Task requirements>
Only the lines with the string "bottom" are needed; return each of them from the entries below.

Records for processing>
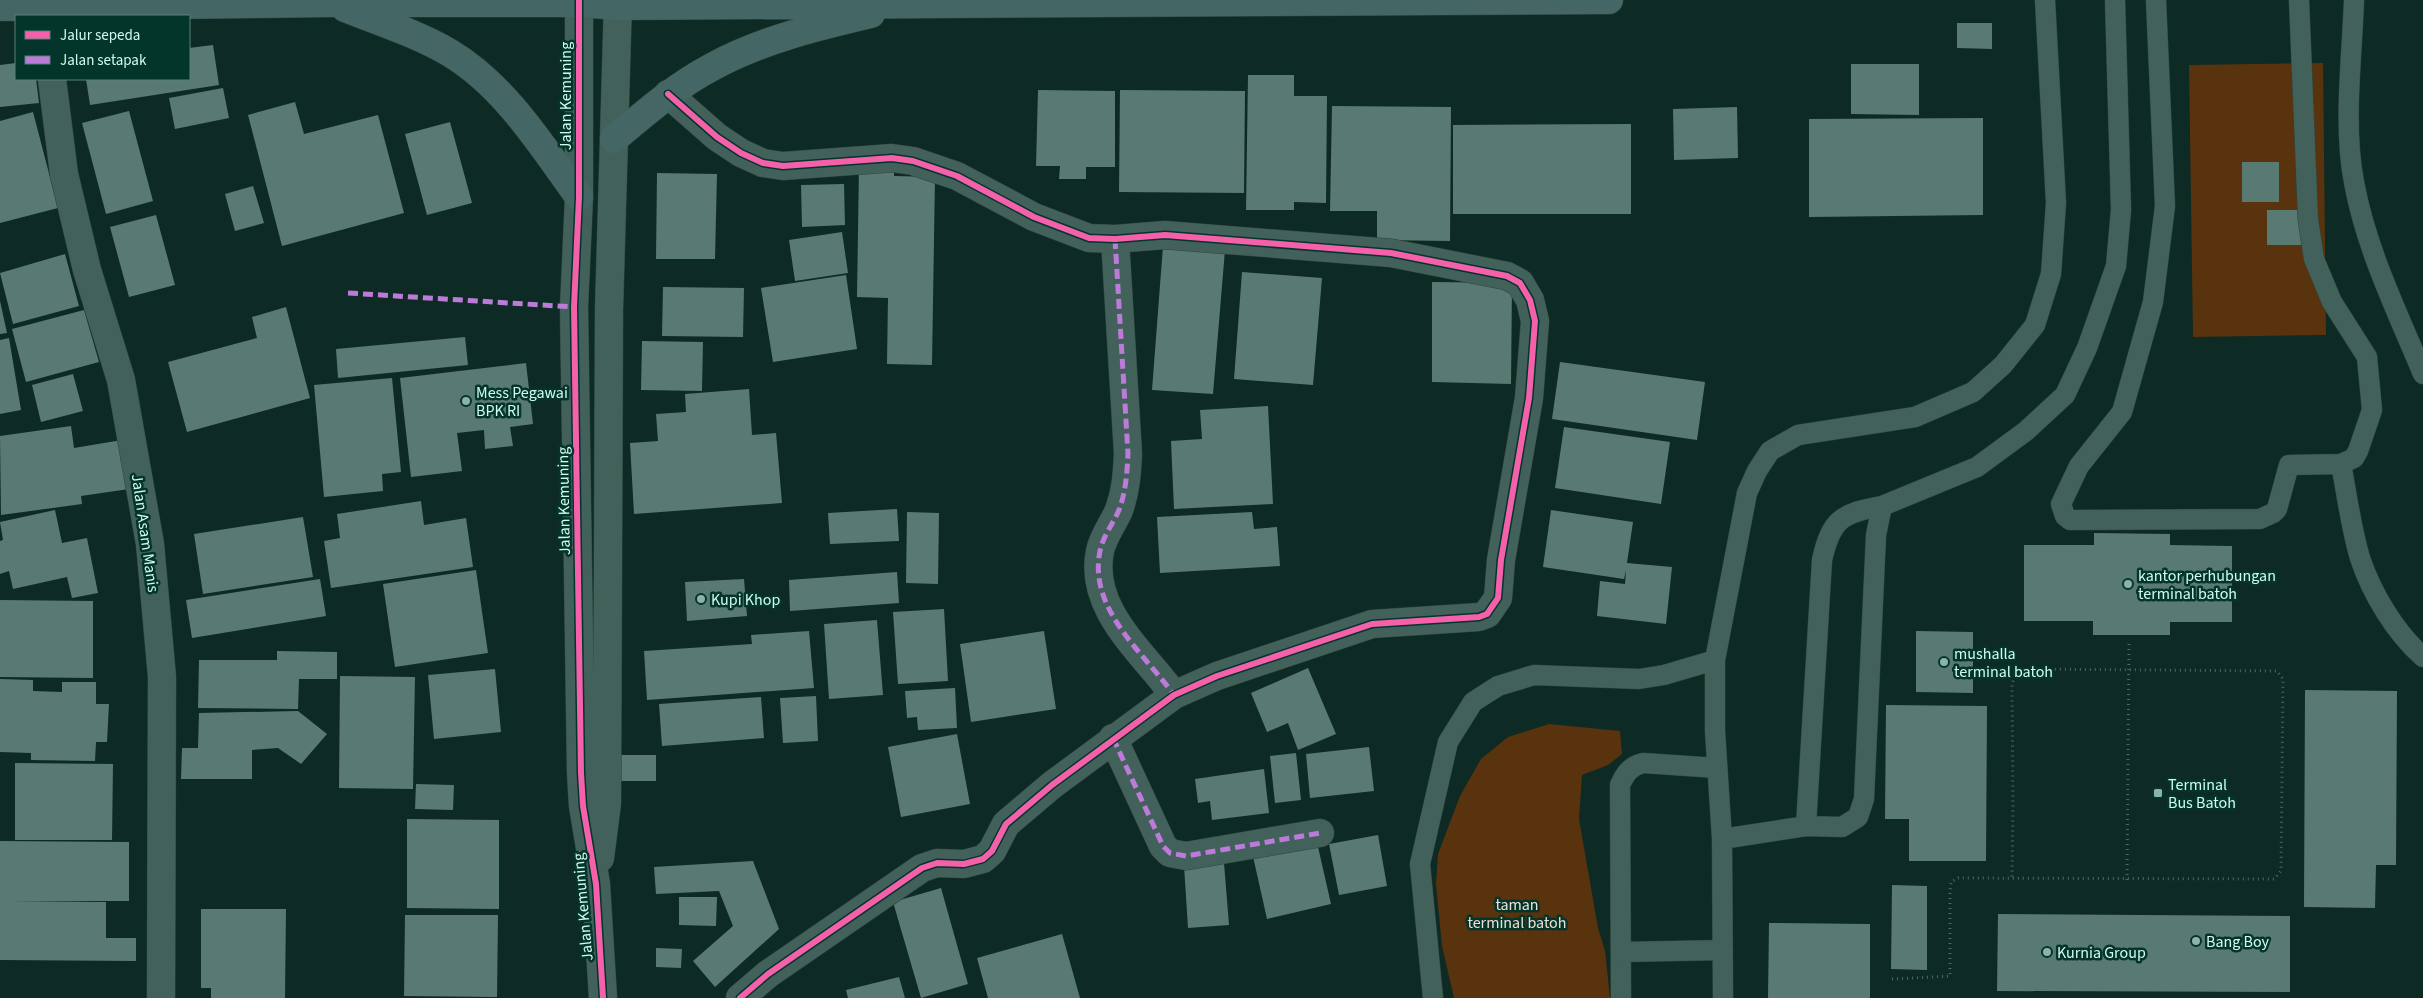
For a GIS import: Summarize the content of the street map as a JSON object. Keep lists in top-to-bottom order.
---
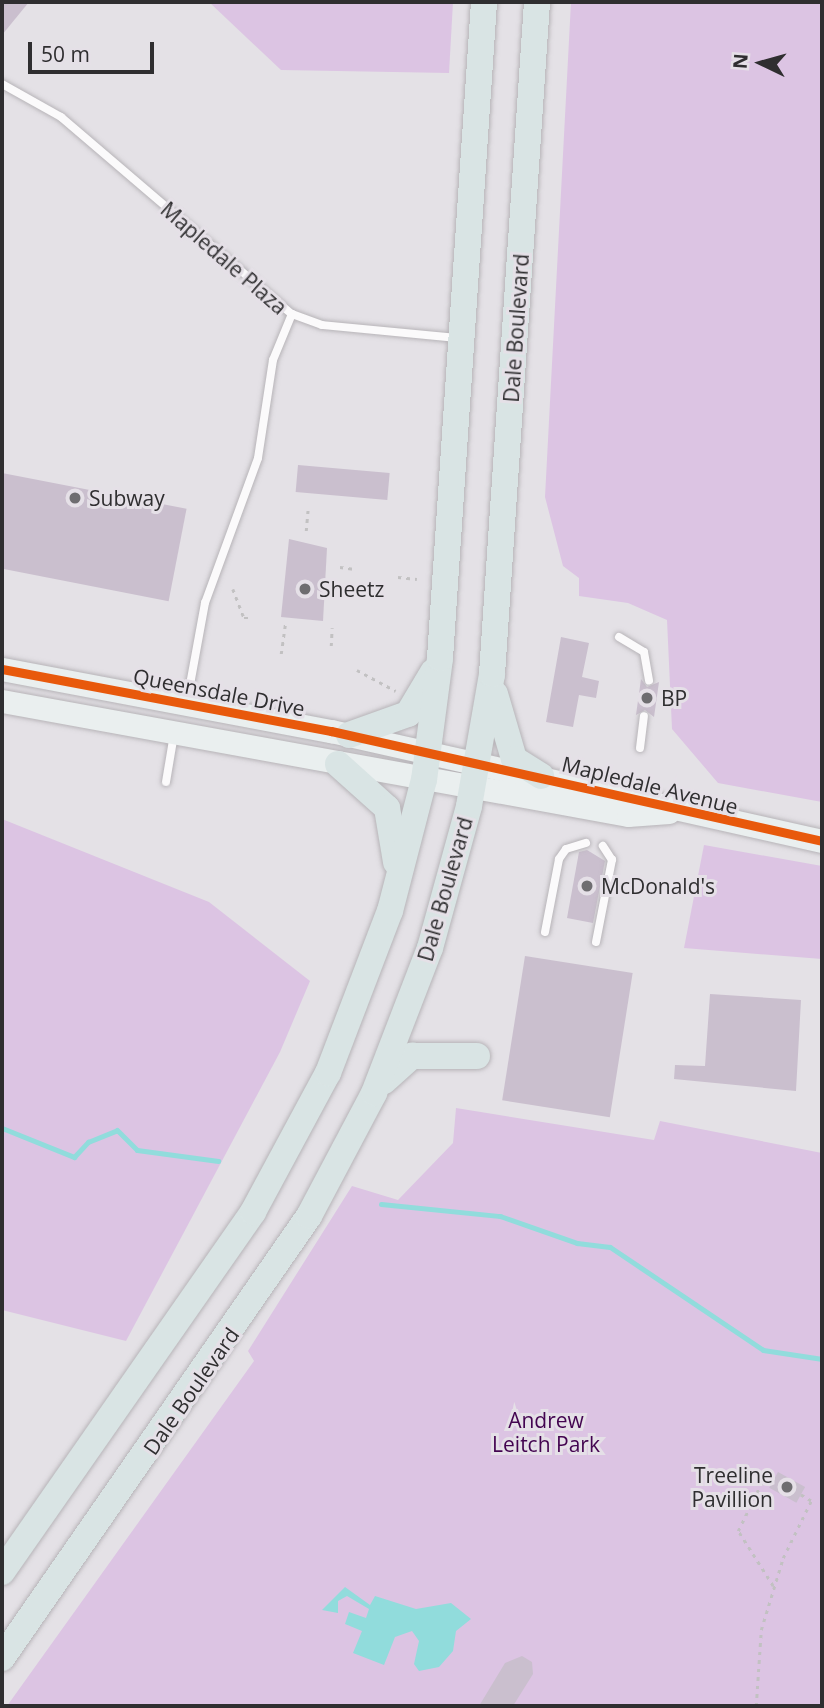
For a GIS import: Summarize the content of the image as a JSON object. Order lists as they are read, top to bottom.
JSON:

Written response>
For a GIS import: Summarize the content of the street map as a JSON object. Keep lists in top-to-bottom order.
For a GIS import: Summarize the content of the image as a JSON object. Order lists as they are read, top to bottom.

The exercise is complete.